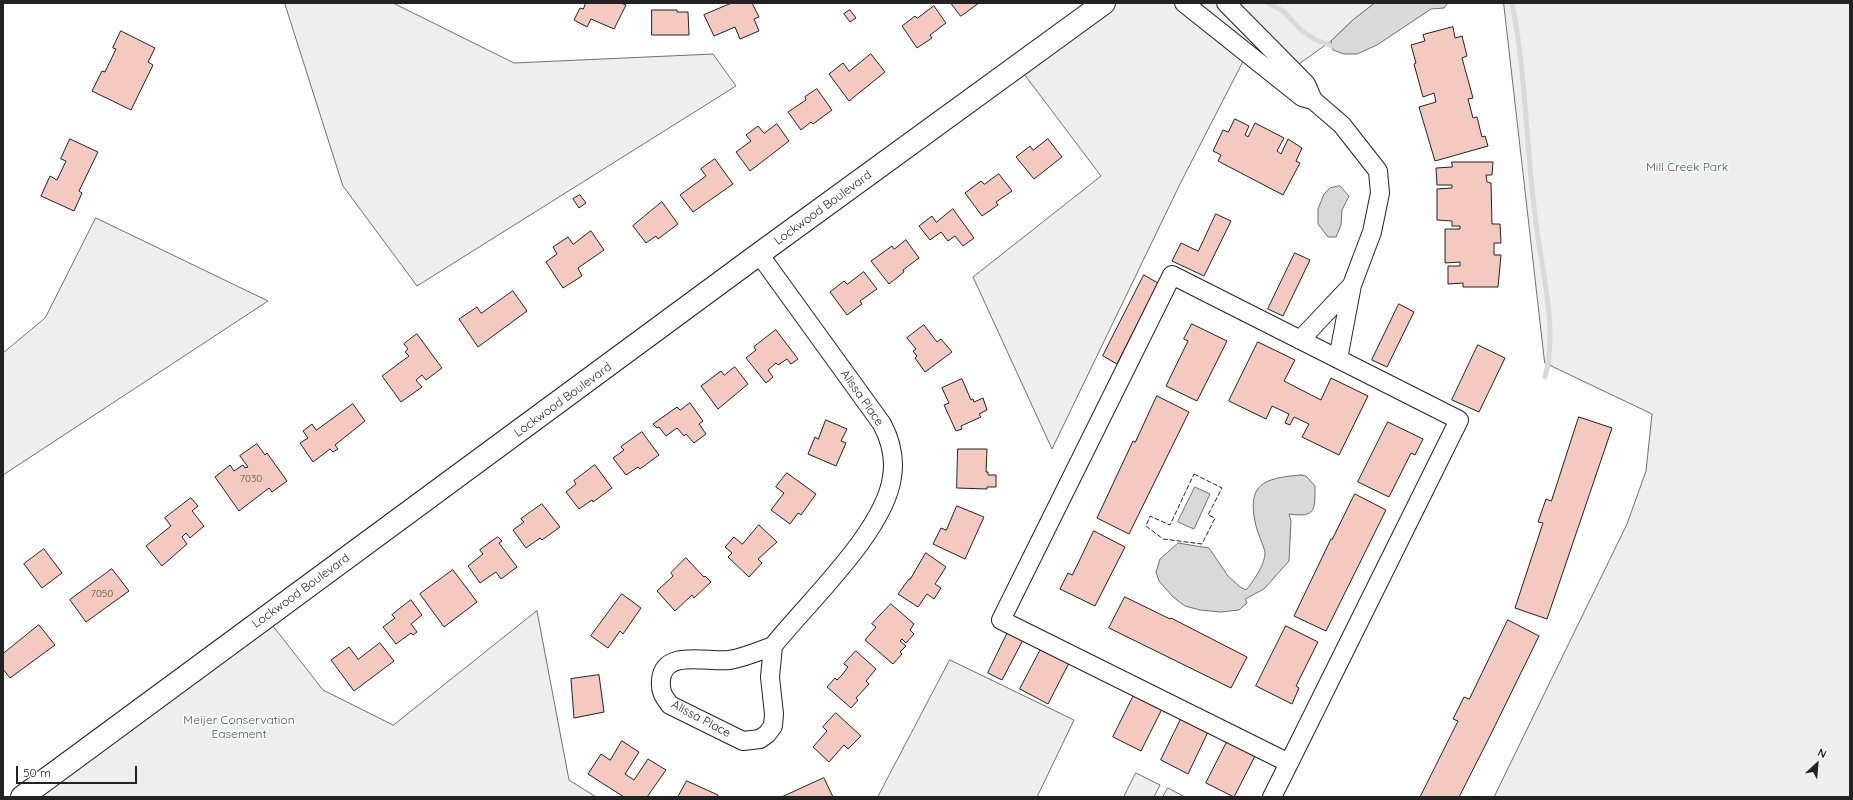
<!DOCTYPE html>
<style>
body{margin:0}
#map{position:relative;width:1853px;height:800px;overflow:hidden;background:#fff;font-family:Quicksand,sans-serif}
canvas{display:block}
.frame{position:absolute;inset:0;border:4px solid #222;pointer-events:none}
.north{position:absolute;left:1797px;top:744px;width:40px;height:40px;-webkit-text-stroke:3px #fff;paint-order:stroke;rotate:26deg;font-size:11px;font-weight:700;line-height:16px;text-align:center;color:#222}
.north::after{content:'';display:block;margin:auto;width:14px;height:18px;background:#222;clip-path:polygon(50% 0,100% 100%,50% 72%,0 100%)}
.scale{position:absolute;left:16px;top:766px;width:121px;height:18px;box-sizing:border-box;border:2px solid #222;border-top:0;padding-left:5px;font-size:12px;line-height:14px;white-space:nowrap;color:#222;-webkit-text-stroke:3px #fff;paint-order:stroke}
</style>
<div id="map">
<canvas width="1853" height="800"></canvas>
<div class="frame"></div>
<div class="north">N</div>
<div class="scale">50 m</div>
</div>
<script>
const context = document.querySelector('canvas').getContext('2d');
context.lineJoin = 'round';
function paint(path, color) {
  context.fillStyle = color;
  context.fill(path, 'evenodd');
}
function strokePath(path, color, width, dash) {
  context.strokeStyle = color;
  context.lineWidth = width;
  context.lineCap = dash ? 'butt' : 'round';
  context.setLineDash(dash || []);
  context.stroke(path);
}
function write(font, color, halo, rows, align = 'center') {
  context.font = font + ' Quicksand,sans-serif';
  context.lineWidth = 3;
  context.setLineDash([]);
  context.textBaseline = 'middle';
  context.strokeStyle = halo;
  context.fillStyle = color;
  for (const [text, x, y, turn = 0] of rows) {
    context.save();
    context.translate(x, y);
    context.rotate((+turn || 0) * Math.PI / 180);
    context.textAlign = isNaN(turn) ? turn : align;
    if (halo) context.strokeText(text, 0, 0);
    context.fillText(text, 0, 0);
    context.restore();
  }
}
const green = new Path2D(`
 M285 3H393L514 63 713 54 736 86 417 286 343 186Z
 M1104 3H1375L1354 19 1331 41 1285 74 1253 42 1181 182 1052 449 973 277 1101 176 1018 66Z
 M1504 3H1850V797H1494L1627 524 1646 471 1652 414 1545 363Z
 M96 218 268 301 3 475V353L45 318Z
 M537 611 569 780 596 797H22L266 617 323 690 393 725Z
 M950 660 1074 720 1037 797H878Z
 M1136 773 1160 785 1154 797H1124Z
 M1168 788 1185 797H1163Z`);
paint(green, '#eee');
strokePath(green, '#6f6f6f', 1);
const water = new Path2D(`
 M1375 3H1448L1444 8 1431 9 1377 45 1357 54H1344L1333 50 1331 41 1354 19Z
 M1340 186 1349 196 1342 210 1341 225 1336 237H1328L1318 224V209L1324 194 1330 188Z
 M1301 475 1306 476 1315 486C1315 510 1316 518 1289 514L1291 521 1289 561 1264 589 1245 599 1247 603 1239 610 1221 612 1200 610 1185 606 1173 597 1159 581 1156 572 1160 559 1178 543 1209 548 1228 576 1240 587 1246 590C1253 582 1266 563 1265 552 1263 543 1258 535 1256 526 1246 484 1263 478 1301 475Z
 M1195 487 1210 494 1194 529 1178 522Z`);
paint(water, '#d9d9d9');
strokePath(water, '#6f6f6f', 1);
strokePath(new Path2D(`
 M1268 3 1283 11 1302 31 1316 40 1332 46
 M1512 3C1526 73 1526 144 1535 215 1540 264 1559 329 1545 377`), '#d9d9d9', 5);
const building = new Path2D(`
 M586 3H621L626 5 614 29 591 19 587 27 574 20 580 8 583 9Z
 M732 3H752L759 17 754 19 759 31 740 39 735 27 714 36 704 15Z
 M951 3H979L961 16Z
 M934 6 946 23 930 35 932 38 917 48 902 26 915 16 917 18Z
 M652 10H677V12H688L689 35H652Z
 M850 10 856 18 850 22 844 14Z
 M1453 27 1455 38 1462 36 1467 56 1462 58 1473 98 1468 99 1473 118 1477 117 1482 137 1485 136 1488 146 1435 161 1419 107 1436 102 1434 93 1423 97 1414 64 1416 63 1411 45 1425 41 1423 35Z
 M121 31 155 48 148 62 153 65 131 110 92 91 102 71 105 72 116 49 113 48Z
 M871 54 885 72 849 101 829 74 843 63 849 71Z
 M817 89 832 110 813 124 811 122 801 130 788 112 806 100 805 97Z
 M1235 119 1249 126 1245 135 1248 137 1255 123 1284 138 1277 151 1281 154 1288 139 1302 148 1296 161 1300 163 1283 195 1218 161 1221 155 1213 151 1223 130 1228 132Z
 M777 124 789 141 750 171 736 152 751 141 746 135 758 126 764 133Z
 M70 139 98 152 79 191 82 193 74 211 41 196 50 176 57 180 66 161 61 159Z
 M1048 139 1062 157 1034 179 1016 157 1030 146 1033 150Z
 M715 159 733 184 693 212 680 195 706 176 701 169Z
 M1452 162H1493L1492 175H1486L1487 182 1491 183 1492 224H1500L1501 243H1494V255H1501L1498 287H1463V283L1448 284V266H1460V262L1445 263V229H1460V226H1452V221L1437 220V189L1452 188V185H1437L1436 168 1452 167Z
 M999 174 1012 191 996 202 998 205 982 216 965 193 981 181 984 184Z
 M580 195 586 203 579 208 573 199Z
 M662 202 678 224 658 239 656 236 646 243 633 226Z
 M953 209 974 238 963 246 955 236 948 241 941 232 930 240 919 226 932 216 936 222Z
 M1216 214 1231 221 1204 276 1172 261 1181 243 1198 251Z
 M591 231 604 250 578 268 582 276 563 288 546 262 557 254 553 247 568 237 573 244Z
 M906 240 919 258 903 270 904 272 889 284 871 261 892 246 894 249Z
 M1295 253 1310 260 1283 316 1268 309Z
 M864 272 877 289 860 301 862 304 847 315 830 292 844 281 847 284Z
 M1144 275 1158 283 1117 364 1103 356Z
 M513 291 527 311 478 347 459 319 477 307 481 313Z
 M1399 304 1414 312 1387 367 1372 360Z
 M1192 324 1227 341 1197 401 1166 386 1188 341 1184 339Z
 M924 325 937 342 941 339 952 352 925 372 915 358 917 356 913 351 916 349 907 338Z
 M776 330 798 359 791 364 787 359 778 365 776 363 768 370 773 377 766 383 746 358 756 350 754 347Z
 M417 334 442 368 426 380 422 375 416 380 422 387 401 402 382 376 409 356 405 352 408 349 404 344Z
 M1258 342 1295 360 1284 381 1321 400 1331 378 1368 396 1339 455 1302 437 1309 424 1294 417 1290 425 1285 423 1289 414 1272 406 1266 419 1229 401Z
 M1478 345 1505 358 1479 412 1452 400Z
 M735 367 748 384 718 409 701 386 721 371 724 375Z
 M962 379 971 400 973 399 974 402 983 398 987 410 979 414 981 417 961 426 962 429 956 431 944 405 949 403 942 388Z
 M1157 396 1189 412 1129 534 1097 518 1133 441 1135 442Z
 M690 403 703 421 699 424 706 434 694 443 686 434 684 436 677 428 666 436 659 427 657 428 653 424 677 407 680 410Z
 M353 404 365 421 335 445 338 449 333 452 330 449 313 462 300 443 308 438 303 431 312 424 316 430Z
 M1579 417 1612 428 1547 619 1515 608 1543 523 1538 522 1546 499 1551 501Z
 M826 420 847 429 841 441 846 443 836 466 808 454 815 437 818 439Z
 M1388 422 1423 439 1415 455 1411 453 1389 497 1358 482Z
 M642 432 659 455 640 469 638 467 626 475 613 458 624 450 621 447Z
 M257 444 265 455 267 453 287 481 272 492 269 488 239 511 215 477 230 465 234 471 243 465 245 468 248 467 240 456Z
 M958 449H987L986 472H988V475H996V487H987V489L957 488Z
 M595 465 612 488 593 502 592 500 579 509 566 492 576 484 574 481Z
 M787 473 816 494 801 515 798 513 790 524 771 510 784 493 776 487Z
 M1355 494 1386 510 1326 631 1294 616 1331 539H1332Z
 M191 498 198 506 192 511 204 526 190 538 186 533 182 537 187 544 162 566 146 546 171 526 165 518Z
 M542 504 560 527 542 540 540 538 526 548 513 530 524 522 521 519Z
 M957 506 984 517 965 559 933 544 941 528 946 530Z
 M759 525 777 542 758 559 762 563 749 577 728 557 732 553 725 547 734 537 742 544Z
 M1094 531 1125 547 1095 606 1060 589 1068 573 1072 575Z
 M498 537 502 541 499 543 517 567 501 579 496 572 480 583 468 566 483 554 480 550Z
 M44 549 62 573 42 588 24 564Z
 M926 553 946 567 935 584 941 588 934 599 927 594 918 607 898 594 909 579H910Z
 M686 558 704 577 705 576 711 582 694 598 692 595 675 611 657 591 673 576 671 573Z
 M112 569 129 591 86 622 70 600Z
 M453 570 477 602 444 627 420 594Z
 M622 594 641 608 623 634 620 631 608 648 591 636Z
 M1125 597 1170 619 1171 618 1247 657 1231 688 1109 628Z
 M411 600 422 615 411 624 417 632 413 635 411 633 396 644 383 627 395 618 392 615Z
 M891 604 914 624 910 630 914 634 906 643 902 639 900 641 906 646 900 652 902 654 893 664 865 640 876 627 872 624Z
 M1508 620 1539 636 1488 740 1459 797H1420L1458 721 1453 719 1464 697 1469 699Z
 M39 625 55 645 10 678 3 669V654Z
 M1286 626 1318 642 1296 686 1299 688 1292 704 1256 686Z
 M1008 632 1023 640 1002 680 988 673Z
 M380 643 394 661 354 691 331 660 349 647 358 659Z
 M1041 649 1069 663 1048 704 1020 689Z
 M856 651 876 669 866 681 869 684 856 698 858 700 851 708 827 687 835 678 837 680 842 675 848 667 844 664Z
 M599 675 604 712 574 718 571 679Z
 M1134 695 1162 709 1141 751 1113 737Z
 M836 713 861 736 848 749 844 745 829 762 813 747 827 731 823 727Z
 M1181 719 1208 732 1188 774 1161 760Z
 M622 741 639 752 625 774 634 780 648 759 666 770 647 797H624L588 774 601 754 610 760Z
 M1227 742 1255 756 1234 797 1206 783Z
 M824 778 833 797H782Z
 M687 781 718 795 717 797H678Z`);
paint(building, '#f3c9c0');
strokePath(building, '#222', 1);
const minor = new Path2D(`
 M1184 3 1302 97 1313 100 1342 125 1378 171 1380 193 1372 232 1352 285 1338 359
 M1226 3 1306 84 1313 100
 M759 254 882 424C891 441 895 459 892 477 885 531 807 603 773 646
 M1172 275 1459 420 1289 763 1001 620Z
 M1300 340 1352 285
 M773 646 770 677 774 714 773 726 767 734 760 739 743 741 670 705C663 696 660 691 661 680 664 648 709 663 729 660 744 658 759 651 773 646Z
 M1272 797 1289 763`);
const major = new Path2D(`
 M22 797 759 254 1104 3`);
strokePath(minor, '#222', 20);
strokePath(major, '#222', 24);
strokePath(minor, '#fff', 18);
strokePath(major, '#fff', 22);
strokePath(new Path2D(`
 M1194 474 1222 488 1208 515 1215 518 1202 544 1163 539 1146 526 1150 516 1170 525Z`), '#222', 1, [5, 2]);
write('10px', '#564c4a', null, [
 ["7030",251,479],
 ["7050",102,594]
]);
write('12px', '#2f5e38', '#fff', [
 ["Mill Creek Park",1687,167],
 ["Meijer Conservation",239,720],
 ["Easement",239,734]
]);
write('12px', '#222', '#fff', [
 ["Lockwood Boulevard",823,208,-36],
 ["Alissa Place",862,398,55],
 ["Lockwood Boulevard",563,400,-36],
 ["Lockwood Boulevard",301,591,-36],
 ["Alissa Place",701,719,28]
]);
</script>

→ WHAT TO DO:
Precisely the lines between those holding "if (halo) context.strokeText(text, 0, 0);" and "M850 10 856 18 850 22 844 14Z", inclusive, are to be reproduced from the listing above, with nothing added.

→ YOUR RESPONSE:
    if (halo) context.strokeText(text, 0, 0);
    context.fillText(text, 0, 0);
    context.restore();
  }
}
const green = new Path2D(`
 M285 3H393L514 63 713 54 736 86 417 286 343 186Z
 M1104 3H1375L1354 19 1331 41 1285 74 1253 42 1181 182 1052 449 973 277 1101 176 1018 66Z
 M1504 3H1850V797H1494L1627 524 1646 471 1652 414 1545 363Z
 M96 218 268 301 3 475V353L45 318Z
 M537 611 569 780 596 797H22L266 617 323 690 393 725Z
 M950 660 1074 720 1037 797H878Z
 M1136 773 1160 785 1154 797H1124Z
 M1168 788 1185 797H1163Z`);
paint(green, '#eee');
strokePath(green, '#6f6f6f', 1);
const water = new Path2D(`
 M1375 3H1448L1444 8 1431 9 1377 45 1357 54H1344L1333 50 1331 41 1354 19Z
 M1340 186 1349 196 1342 210 1341 225 1336 237H1328L1318 224V209L1324 194 1330 188Z
 M1301 475 1306 476 1315 486C1315 510 1316 518 1289 514L1291 521 1289 561 1264 589 1245 599 1247 603 1239 610 1221 612 1200 610 1185 606 1173 597 1159 581 1156 572 1160 559 1178 543 1209 548 1228 576 1240 587 1246 590C1253 582 1266 563 1265 552 1263 543 1258 535 1256 526 1246 484 1263 478 1301 475Z
 M1195 487 1210 494 1194 529 1178 522Z`);
paint(water, '#d9d9d9');
strokePath(water, '#6f6f6f', 1);
strokePath(new Path2D(`
 M1268 3 1283 11 1302 31 1316 40 1332 46
 M1512 3C1526 73 1526 144 1535 215 1540 264 1559 329 1545 377`), '#d9d9d9', 5);
const building = new Path2D(`
 M586 3H621L626 5 614 29 591 19 587 27 574 20 580 8 583 9Z
 M732 3H752L759 17 754 19 759 31 740 39 735 27 714 36 704 15Z
 M951 3H979L961 16Z
 M934 6 946 23 930 35 932 38 917 48 902 26 915 16 917 18Z
 M652 10H677V12H688L689 35H652Z
 M850 10 856 18 850 22 844 14Z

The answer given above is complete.